What the task requires -
Quote the listing in full, exactly as given, minus any pictures.
++++ Extracted data ++++
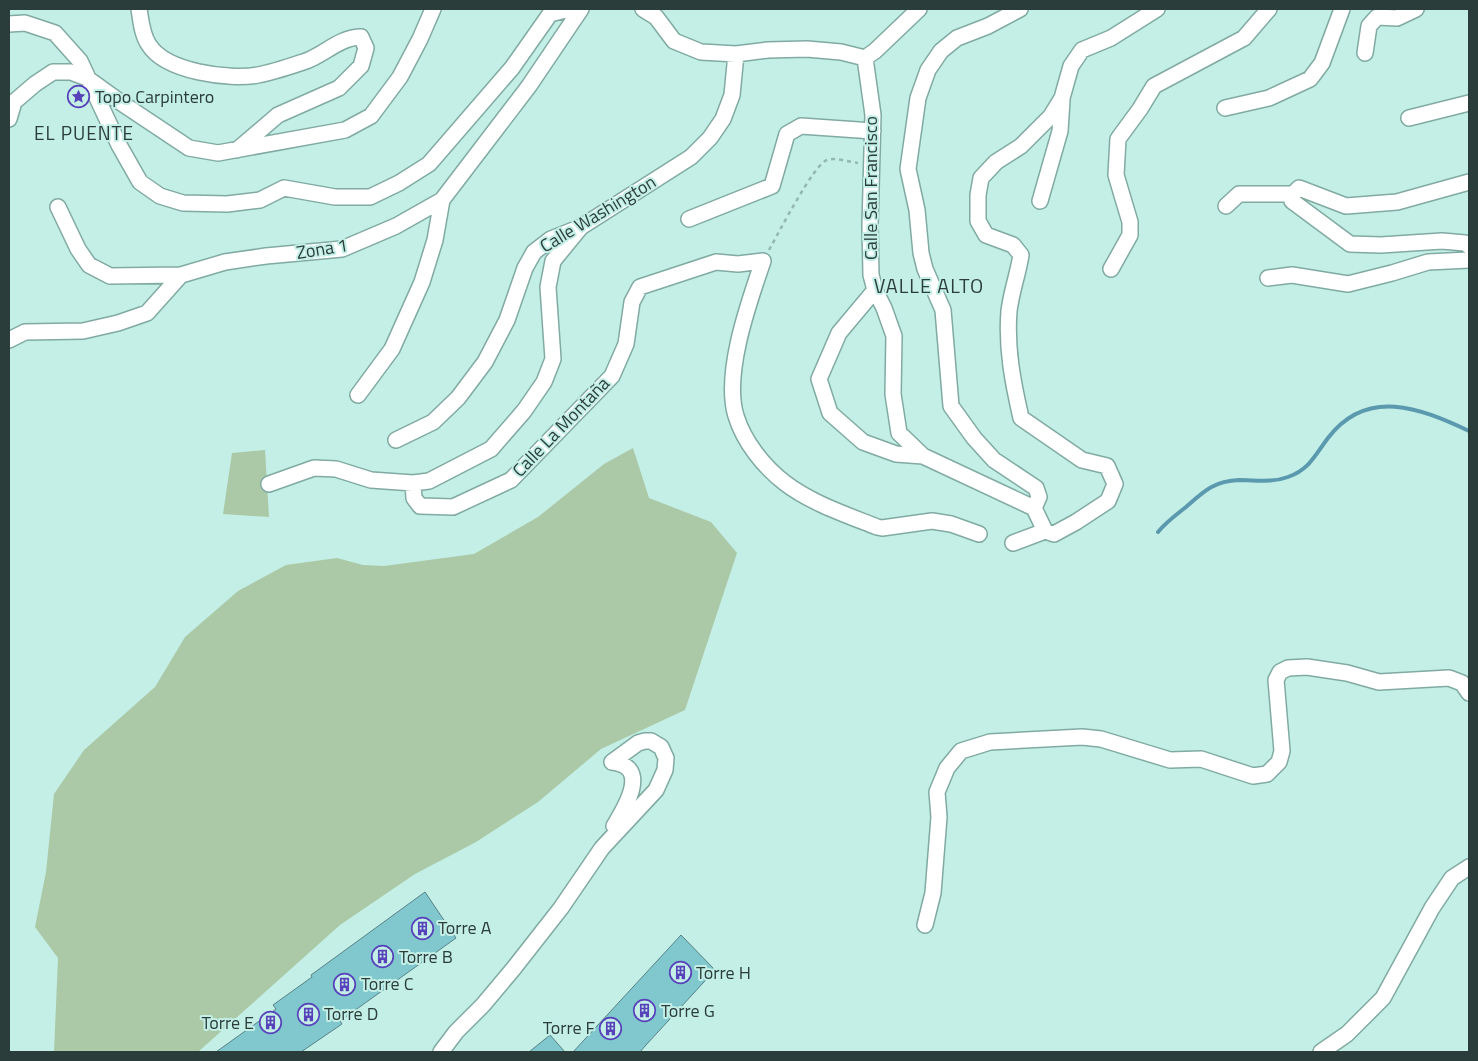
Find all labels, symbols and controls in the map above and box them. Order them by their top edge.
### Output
place label: Topo Carpintero [95,83,214,110]
place icon: Topo Carpintero [67,85,91,109]
street label: Calle San Francisco [857,116,884,260]
district label: EL PUENTE [34,118,134,147]
street label: Calle Washington [535,168,661,259]
street label: Zona 1 [294,231,350,266]
district label: VALLE ALTO [874,270,984,301]
street label: Calle La Montaña [506,371,615,483]
place label: Torre A [438,914,492,941]
building icon: Torre A [410,916,434,940]
place label: Torre B [399,943,453,970]
building icon: Torre B [371,945,395,969]
place label: Torre H [696,959,751,986]
building icon: Torre H [668,961,692,985]
place label: Torre C [361,970,414,997]
building icon: Torre C [333,972,357,996]
place label: Torre G [661,997,715,1024]
building icon: Torre G [633,999,657,1023]
place label: Torre D [324,1000,378,1027]
building icon: Torre D [296,1002,320,1026]
place label: Torre E [201,1009,254,1036]
building icon: Torre E [258,1011,282,1035]
place label: Torre F [543,1014,595,1041]
building icon: Torre F [599,1016,623,1040]

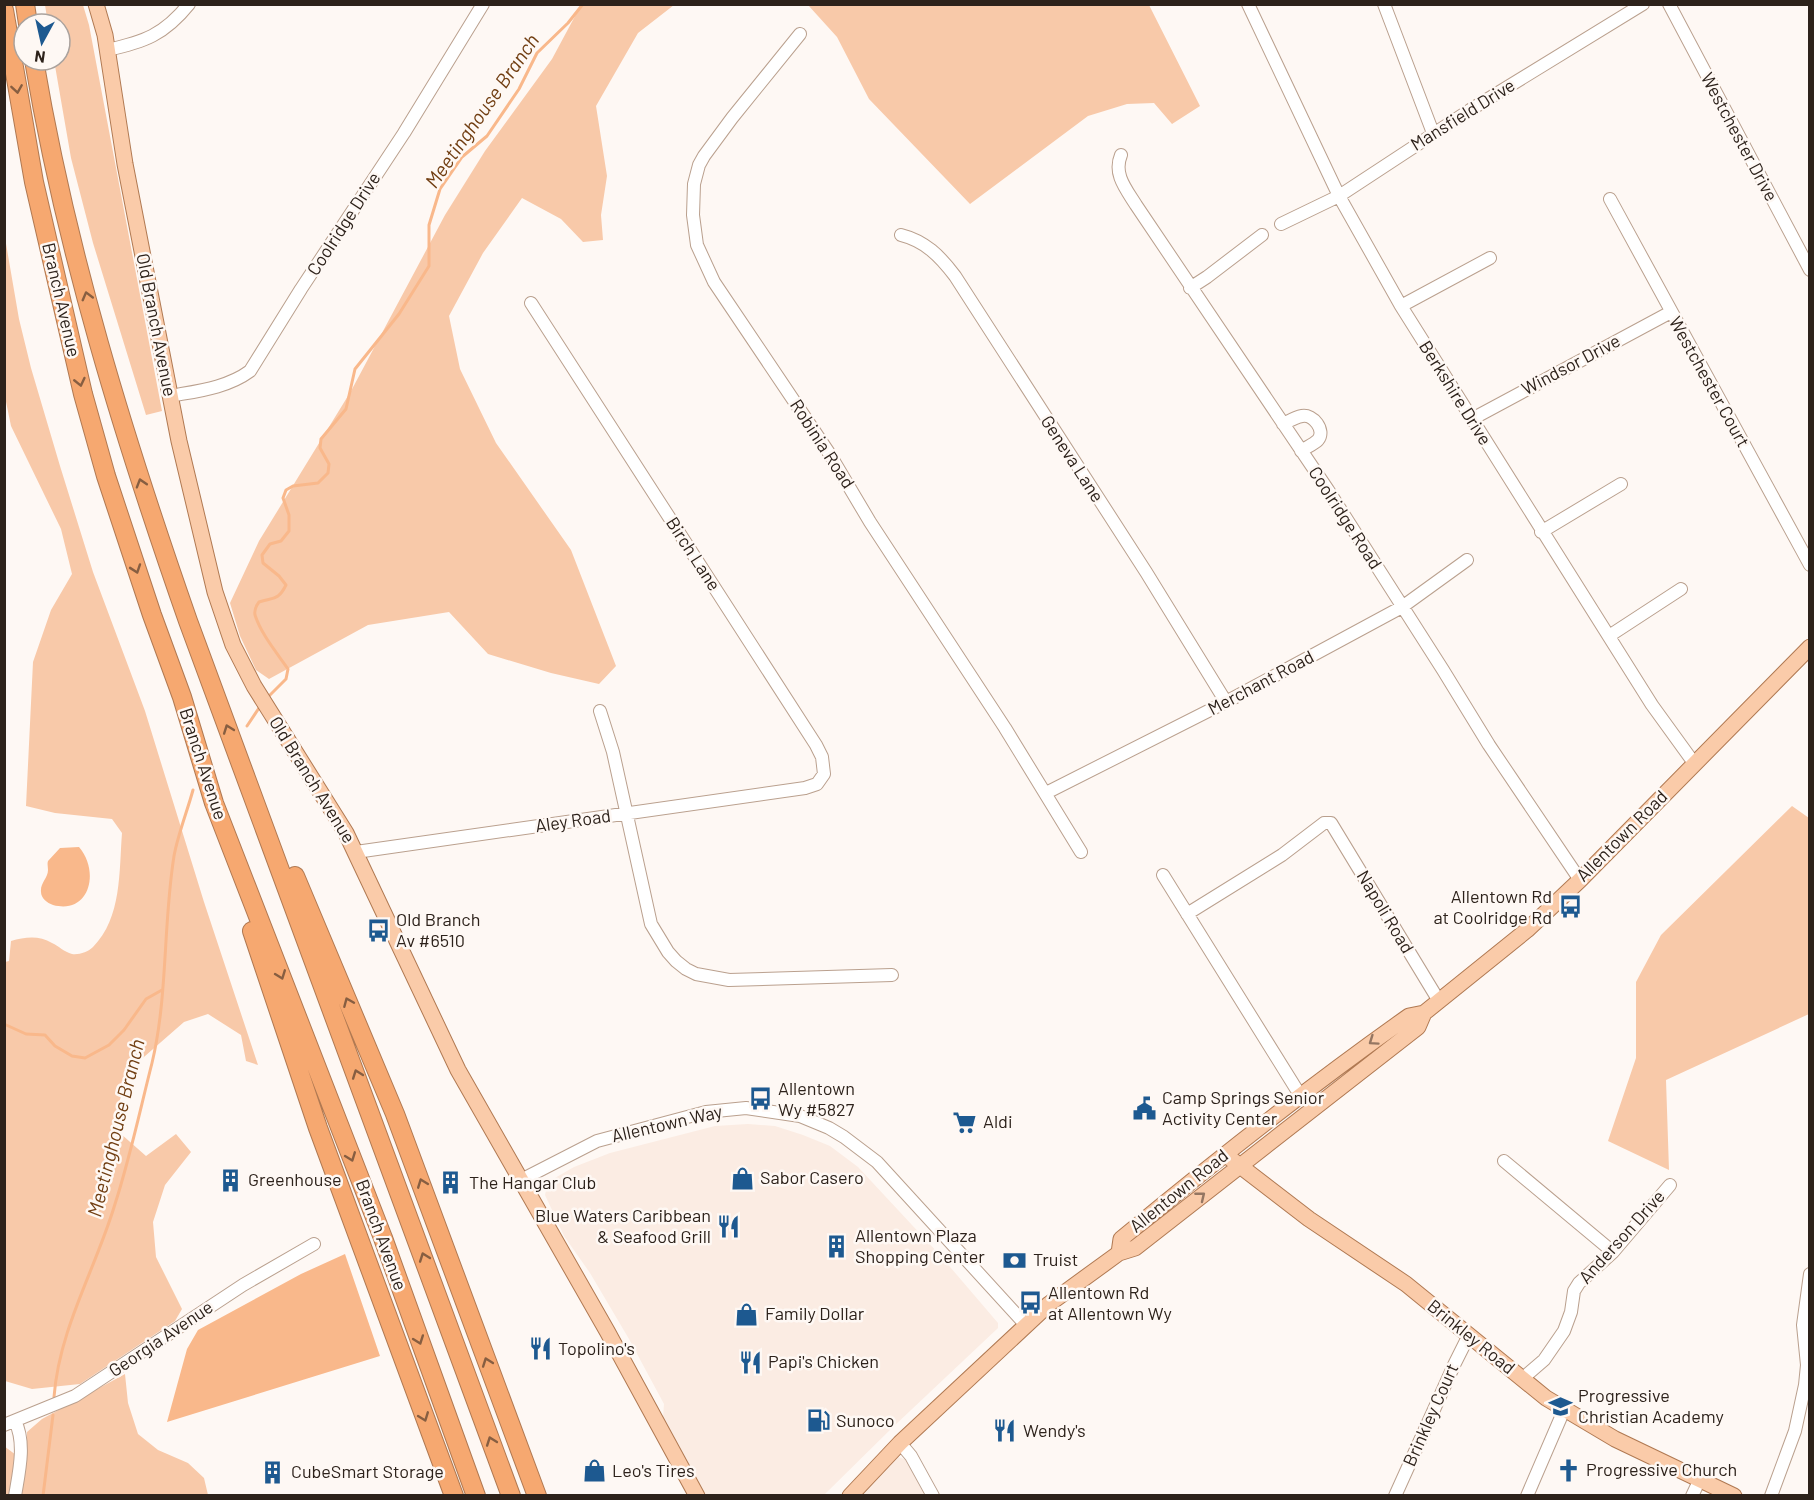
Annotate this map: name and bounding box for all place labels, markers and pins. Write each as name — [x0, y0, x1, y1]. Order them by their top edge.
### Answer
place label: Allentown Rd at Coolridge Rd — [1433, 885, 1552, 928]
bus stop icon: Allentown Rd at Coolridge Rd — [1557, 894, 1583, 920]
place label: Old Branch Av #6510 — [396, 908, 480, 951]
bus stop icon: Old Branch Av #6510 — [365, 917, 391, 943]
place label: Allentown Wy #5827 — [778, 1077, 855, 1120]
bus stop icon: Allentown Wy #5827 — [747, 1086, 773, 1112]
place label: Camp Springs Senior Activity Center — [1162, 1086, 1325, 1129]
public building icon: Camp Springs Senior Activity Center — [1131, 1095, 1157, 1121]
supermarket icon: Aldi — [952, 1109, 978, 1135]
place label: Aldi — [983, 1110, 1012, 1132]
shop icon: Sabor Casero — [729, 1165, 755, 1191]
place label: Sabor Casero — [760, 1166, 864, 1188]
building icon: Greenhouse — [217, 1167, 243, 1193]
place label: Greenhouse — [248, 1168, 342, 1190]
building icon: The Hangar Club — [438, 1170, 464, 1196]
place label: The Hangar Club — [469, 1171, 596, 1193]
place label: Blue Waters Caribbean & Seafood Grill — [535, 1204, 711, 1247]
restaurant icon: Blue Waters Caribbean & Seafood Grill — [716, 1213, 742, 1239]
place label: Allentown Plaza Shopping Center — [855, 1224, 985, 1267]
building icon: Allentown Plaza Shopping Center — [824, 1233, 850, 1259]
bank icon: Truist — [1002, 1247, 1028, 1273]
place label: Truist — [1033, 1248, 1078, 1270]
place label: Allentown Rd at Allentown Wy — [1048, 1281, 1172, 1324]
bus stop icon: Allentown Rd at Allentown Wy — [1017, 1290, 1043, 1316]
shop icon: Family Dollar — [734, 1301, 760, 1327]
place label: Family Dollar — [765, 1302, 865, 1324]
restaurant icon: Topolino's — [527, 1336, 553, 1362]
place label: Topolino's — [558, 1337, 635, 1359]
restaurant icon: Papi's Chicken — [737, 1349, 763, 1375]
place label: Papi's Chicken — [768, 1350, 879, 1372]
place label: Progressive Christian Academy — [1578, 1384, 1724, 1427]
school or university icon: Progressive Christian Academy — [1547, 1393, 1573, 1419]
fuel station icon: Sunoco — [805, 1408, 831, 1434]
place label: Sunoco — [836, 1409, 895, 1431]
restaurant icon: Wendy's — [992, 1418, 1018, 1444]
place label: Wendy's — [1023, 1419, 1086, 1441]
church icon: Progressive Church — [1555, 1457, 1581, 1483]
shop icon: Leo's Tires — [581, 1458, 607, 1484]
place label: Progressive Church — [1586, 1458, 1737, 1480]
building icon: CubeSmart Storage — [260, 1459, 286, 1485]
place label: Leo's Tires — [612, 1459, 695, 1481]
place label: CubeSmart Storage — [291, 1460, 444, 1482]

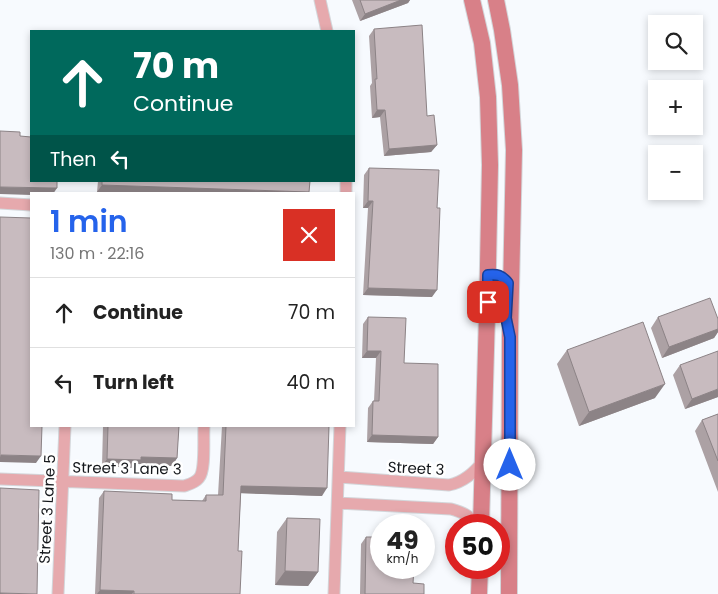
++++
Task solution -
Find all labels, symbols and controls in the map above and box them. Order them by their top edge.
### Output
place label: Topo Carpintero [95,83,214,110]
place icon: Topo Carpintero [67,85,91,109]
street label: Calle San Francisco [857,116,884,260]
district label: EL PUENTE [34,118,134,147]
street label: Calle Washington [535,168,661,259]
street label: Zona 1 [294,231,350,266]
district label: VALLE ALTO [874,270,984,301]
street label: Calle La Montaña [506,371,615,483]
place label: Torre A [438,914,492,941]
building icon: Torre A [410,916,434,940]
place label: Torre B [399,943,453,970]
building icon: Torre B [371,945,395,969]
place label: Torre H [696,959,751,986]
building icon: Torre H [668,961,692,985]
place label: Torre C [361,970,414,997]
building icon: Torre C [333,972,357,996]
place label: Torre G [661,997,715,1024]
building icon: Torre G [633,999,657,1023]
place label: Torre D [324,1000,378,1027]
building icon: Torre D [296,1002,320,1026]
place label: Torre E [201,1009,254,1036]
building icon: Torre E [258,1011,282,1035]
place label: Torre F [543,1014,595,1041]
building icon: Torre F [599,1016,623,1040]

Annotate this map: name and bounding box for all place labels, markers and pins. Write each as name — [x0, y0, x1, y1]. Order them by their top edge.
### Answer
place label: Allentown Rd at Coolridge Rd — [1433, 885, 1552, 928]
bus stop icon: Allentown Rd at Coolridge Rd — [1557, 894, 1583, 920]
place label: Old Branch Av #6510 — [396, 908, 480, 951]
bus stop icon: Old Branch Av #6510 — [365, 917, 391, 943]
place label: Allentown Wy #5827 — [778, 1077, 855, 1120]
bus stop icon: Allentown Wy #5827 — [747, 1086, 773, 1112]
place label: Camp Springs Senior Activity Center — [1162, 1086, 1325, 1129]
public building icon: Camp Springs Senior Activity Center — [1131, 1095, 1157, 1121]
supermarket icon: Aldi — [952, 1109, 978, 1135]
place label: Aldi — [983, 1110, 1012, 1132]
shop icon: Sabor Casero — [729, 1165, 755, 1191]
place label: Sabor Casero — [760, 1166, 864, 1188]
building icon: Greenhouse — [217, 1167, 243, 1193]
place label: Greenhouse — [248, 1168, 342, 1190]
building icon: The Hangar Club — [438, 1170, 464, 1196]
place label: The Hangar Club — [469, 1171, 596, 1193]
place label: Blue Waters Caribbean & Seafood Grill — [535, 1204, 711, 1247]
restaurant icon: Blue Waters Caribbean & Seafood Grill — [716, 1213, 742, 1239]
place label: Allentown Plaza Shopping Center — [855, 1224, 985, 1267]
building icon: Allentown Plaza Shopping Center — [824, 1233, 850, 1259]
bank icon: Truist — [1002, 1247, 1028, 1273]
place label: Truist — [1033, 1248, 1078, 1270]
place label: Allentown Rd at Allentown Wy — [1048, 1281, 1172, 1324]
bus stop icon: Allentown Rd at Allentown Wy — [1017, 1290, 1043, 1316]
shop icon: Family Dollar — [734, 1301, 760, 1327]
place label: Family Dollar — [765, 1302, 865, 1324]
restaurant icon: Topolino's — [527, 1336, 553, 1362]
place label: Topolino's — [558, 1337, 635, 1359]
restaurant icon: Papi's Chicken — [737, 1349, 763, 1375]
place label: Papi's Chicken — [768, 1350, 879, 1372]
place label: Progressive Christian Academy — [1578, 1384, 1724, 1427]
school or university icon: Progressive Christian Academy — [1547, 1393, 1573, 1419]
fuel station icon: Sunoco — [805, 1408, 831, 1434]
place label: Sunoco — [836, 1409, 895, 1431]
restaurant icon: Wendy's — [992, 1418, 1018, 1444]
place label: Wendy's — [1023, 1419, 1086, 1441]
church icon: Progressive Church — [1555, 1457, 1581, 1483]
shop icon: Leo's Tires — [581, 1458, 607, 1484]
place label: Progressive Church — [1586, 1458, 1737, 1480]
building icon: CubeSmart Storage — [260, 1459, 286, 1485]
place label: Leo's Tires — [612, 1459, 695, 1481]
place label: CubeSmart Storage — [291, 1460, 444, 1482]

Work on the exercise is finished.